In 1998 John Borstlap realised, with the generous support of NOG Verzekeringen (director: Ton Boersma), a chamber music festival ‘Tradition and Renewal’ in Haarlem with internationally renown performers; however, resistance of local musical parties prevented its success from being followed-up. In 2001 the London-based New Queen’s Hall Orchestra premiered ‘Psyche’, an elaboration of Wagner’s sketch ‘Romeo und Julie’ from 1868, after which other performances followed by the Netherlands Symphony Orchestra and the Orchestre National de Montpellier, performances which met with warm responses from audiences but were not followed-up by other orchestras, the work’s style falling outside of what usually was considered contemporary music. 

John Borstlap wrote various articles on contemporary music and wider cultural issues, which have been published in various journals in the Netherlands and abroad, among others two essays on cultural identity which were published on the EuroNews website.
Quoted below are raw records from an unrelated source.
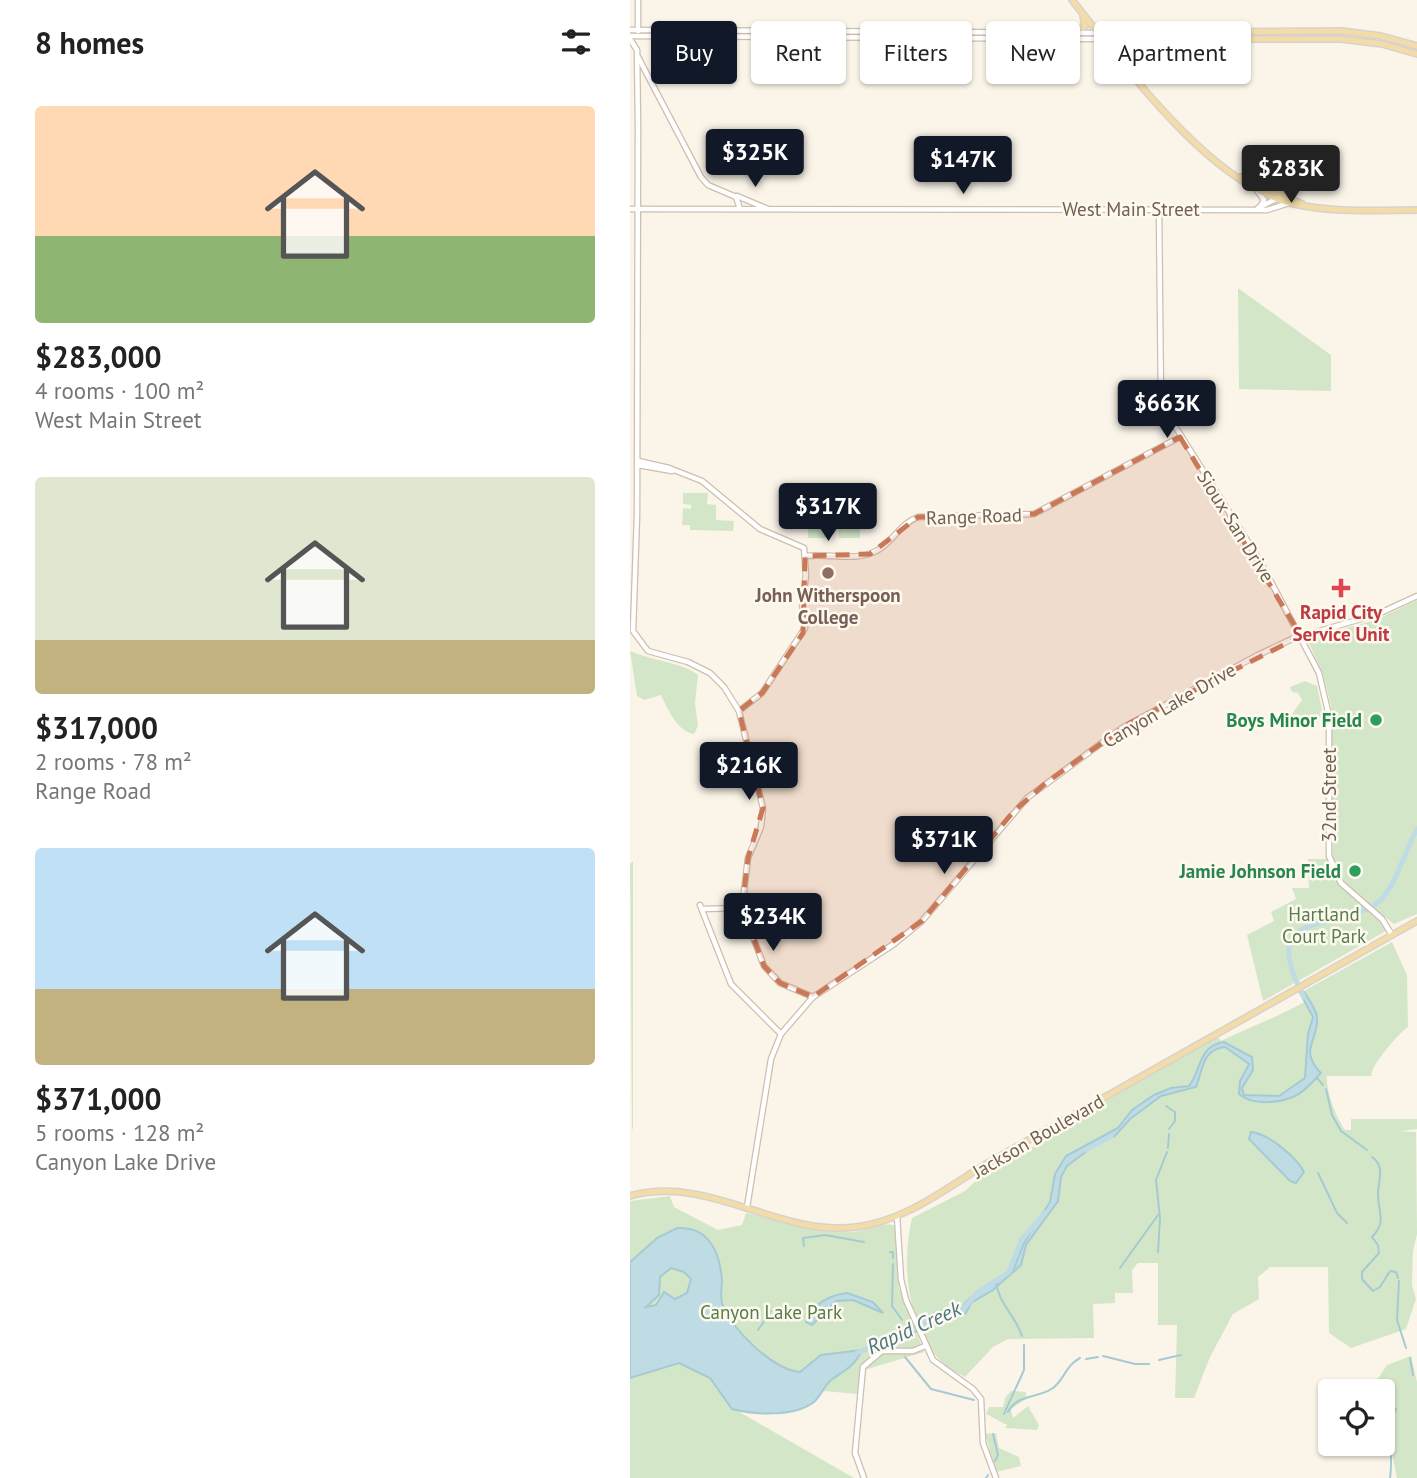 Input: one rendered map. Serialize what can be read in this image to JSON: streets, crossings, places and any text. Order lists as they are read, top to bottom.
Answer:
{
  "streets": {
    "main road": ["West Main Street", "Jackson Boulevard"],
    "street": [
      "Range Road",
      "Sioux San Drive",
      "Canyon Lake Drive",
      "32nd Street"
    ]
  },
  "crossings": [
    ["West Main Street", "Sioux San Drive"],
    ["Range Road", "Sioux San Drive"],
    ["Sioux San Drive", "Canyon Lake Drive"],
    ["Sioux San Drive", "32nd Street"],
    ["Canyon Lake Drive", "32nd Street"],
    ["Canyon Lake Drive", "Jackson Boulevard"],
    ["32nd Street", "Jackson Boulevard"]
  ],
  "water": ["Rapid Creek"],
  "parks": ["Hartland Court Park", "Canyon Lake Park"],
  "places": {
    "other": ["John Witherspoon College", "Boys Minor Field", "Jamie Johnson Field"],
    "health": ["Rapid City Service Unit"]
  },
  "page": {
    "heading": "8 homes",
    "chip": [
      "Buy",
      "Rent",
      "Filters",
      "New",
      "Apartment"
    ],
    "list": [
      {
        "name": "$283,000",
        "note": "4 rooms · 100 m² · West Main Street"
      },
      {
        "name": "$317,000",
        "note": "2 rooms · 78 m² · Range Road"
      },
      {
        "name": "$371,000",
        "note": "5 rooms · 128 m² · Canyon Lake Drive"
      }
    ],
    "price": [
      "$325K",
      "$147K",
      "$283K",
      "$663K",
      "$317K",
      "$216K",
      "$371K",
      "$234K"
    ]
  }
}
In 2001 his groundbreaking essay ‘Recreating the Classical Tradition’ was published in the collection of essays ‘Reviving the Muse’ (Claridge Press, UK 2001). Also he has been involved in the organisation of a music conference ‘Redefining Musical Identities’ at the University of Amsterdam in 2002, and was a speaker at the international conference ‘Music and Patronage in the Low Countries’ of the Royal Society of Dutch Music History in 2010, also at the University of Amsterdam. All these activities only reinforced his reputation as an outsider with ideas that were not welcome in the new music scene, and mainly caused puzzlement in the central performance culture.
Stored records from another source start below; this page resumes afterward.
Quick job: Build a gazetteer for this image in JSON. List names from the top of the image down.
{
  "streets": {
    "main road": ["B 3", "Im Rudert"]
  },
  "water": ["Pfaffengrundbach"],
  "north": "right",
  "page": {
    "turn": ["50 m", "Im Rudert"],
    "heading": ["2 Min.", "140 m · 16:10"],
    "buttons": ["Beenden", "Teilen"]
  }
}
In 2002 he set up, together with two collegues: Joep Franssens and Jeff Hamburg, the Composers Group Amsterdam. The group’s artistic credo can be summarised as the ‘Renewal of Cultural Traditions’, bridging the gap between new music and the central performance culture. In February 2003 the group featured in a live programme on Dutch national TV and in July 2004 the German national radio station ARD dedicated a programme to CGA’s music and ideas: ‘Visions of a new European music’. The group’s proposal to the Dutch Ministery for Culture in 2003 for a new way of organising the state subsidies for new music, has set a partial reform in motion in 2006, which antagonized many composers in Holland who enjoyed privileged treatment in the old system. In later years, this partial reform was turned back under the pressure from the network of state subsidized composers. Borstlap’s campaigning for a fair funding of commissions without soviet-style ‘quality control’ by comitees selected from interest groups, led to a total excommunication from Dutch music life. In 2012 he took the national subsidy foundation to court when a commission was refused payment. Supported by international musicology experts like Sir Roger Scruton and Dr Andreas Dorschel, Borstlap won the case, but the court decided that payment was not necessary, in flagrant contradiction to any legal sense. From that moment onwards, Borstlap no longer considered himself a Dutch composer.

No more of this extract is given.